1.1 — Series and DataFrame Fundamentals
1.1 — Series and DataFrame Fundamentals#
Pandas builds on two core structures: Series (one-dimensional) and DataFrame (two-dimensional). For backtesting and market data, you will almost always work with DataFrames where each row is a timestamp and each column is a price series, indicator, or signal. This lesson gives you what you need to create and manipulate these structures.
Used in: Project 1 — Backtesting Engine: storing OHLCV data and indicator columns in a DataFrame.
Series#
A Series is a one-dimensional labeled array. Labels form the index; the values can be any type (often numeric).
import pandas as pd
# Series from a list (default integer index)
prices = pd.Series([100.0, 101.5, 99.2, 102.1])
print(prices)
# 0 100.0
# 1 101.5
# 2 99.2
# 3 102.1
# Series with explicit index (e.g. dates or labels)
prices = pd.Series([100.0, 101.5, 99.2], index=['Mon', 'Tue', 'Wed'])
print(prices)
You can do element-wise math and use .mean(), .std(), .sum() etc. Series align by index when you combine them—important when we add indicator columns to a price Series.
DataFrame#
A DataFrame is a table: rows and columns, each column a Series sharing the same index. For market data, think one row per date, one column per series (Open, High, Low, Close, Volume, then your indicators).
# DataFrame from a dict of lists (each key = column name)
df = pd.DataFrame({
'open': [100, 101, 99],
'high': [102, 103, 100],
'low': [98, 100, 97],
'close': [101, 102, 99],
})
# open high low close
# 0 100 102 98 101
# 1 101 103 100 102
# 2 99 100 97 99
df
- Rows: default integer index 0, 1, 2. For backtesting you will replace this with a DatetimeIndex (see 1.3 — Time series and DatetimeIndex).
- Columns: access with
df['close']ordf.close(returns a Series).

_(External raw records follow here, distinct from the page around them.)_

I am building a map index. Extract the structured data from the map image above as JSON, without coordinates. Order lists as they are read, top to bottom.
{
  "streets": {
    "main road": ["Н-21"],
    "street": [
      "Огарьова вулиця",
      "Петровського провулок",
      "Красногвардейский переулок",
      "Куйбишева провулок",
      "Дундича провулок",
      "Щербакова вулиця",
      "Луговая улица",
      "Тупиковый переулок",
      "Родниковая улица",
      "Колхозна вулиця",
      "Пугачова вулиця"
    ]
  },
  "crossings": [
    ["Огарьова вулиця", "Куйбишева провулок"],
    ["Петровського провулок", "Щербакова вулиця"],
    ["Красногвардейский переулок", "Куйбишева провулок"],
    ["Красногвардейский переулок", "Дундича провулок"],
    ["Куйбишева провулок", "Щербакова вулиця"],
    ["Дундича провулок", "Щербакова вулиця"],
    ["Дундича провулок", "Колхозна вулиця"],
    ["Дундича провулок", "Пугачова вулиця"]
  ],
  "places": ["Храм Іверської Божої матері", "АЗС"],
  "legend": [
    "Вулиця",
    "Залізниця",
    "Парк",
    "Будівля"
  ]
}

Add a new column by assignment:df['sma_10'] = ....
OHLC and OHLCV: why we care#
OHLC stands for Open, High, Low, Close—the four standard prices for a single bar (e.g. one day or one hour):
- Open: price at the start of the period
- High: highest price during the period
- Low: lowest price during the period
- Close: price at the end of the period
OHLCV adds Volume (number of shares or contracts traded). In pandas we store these as columns: one row per bar, columns open, high, low, close, and optionally volume.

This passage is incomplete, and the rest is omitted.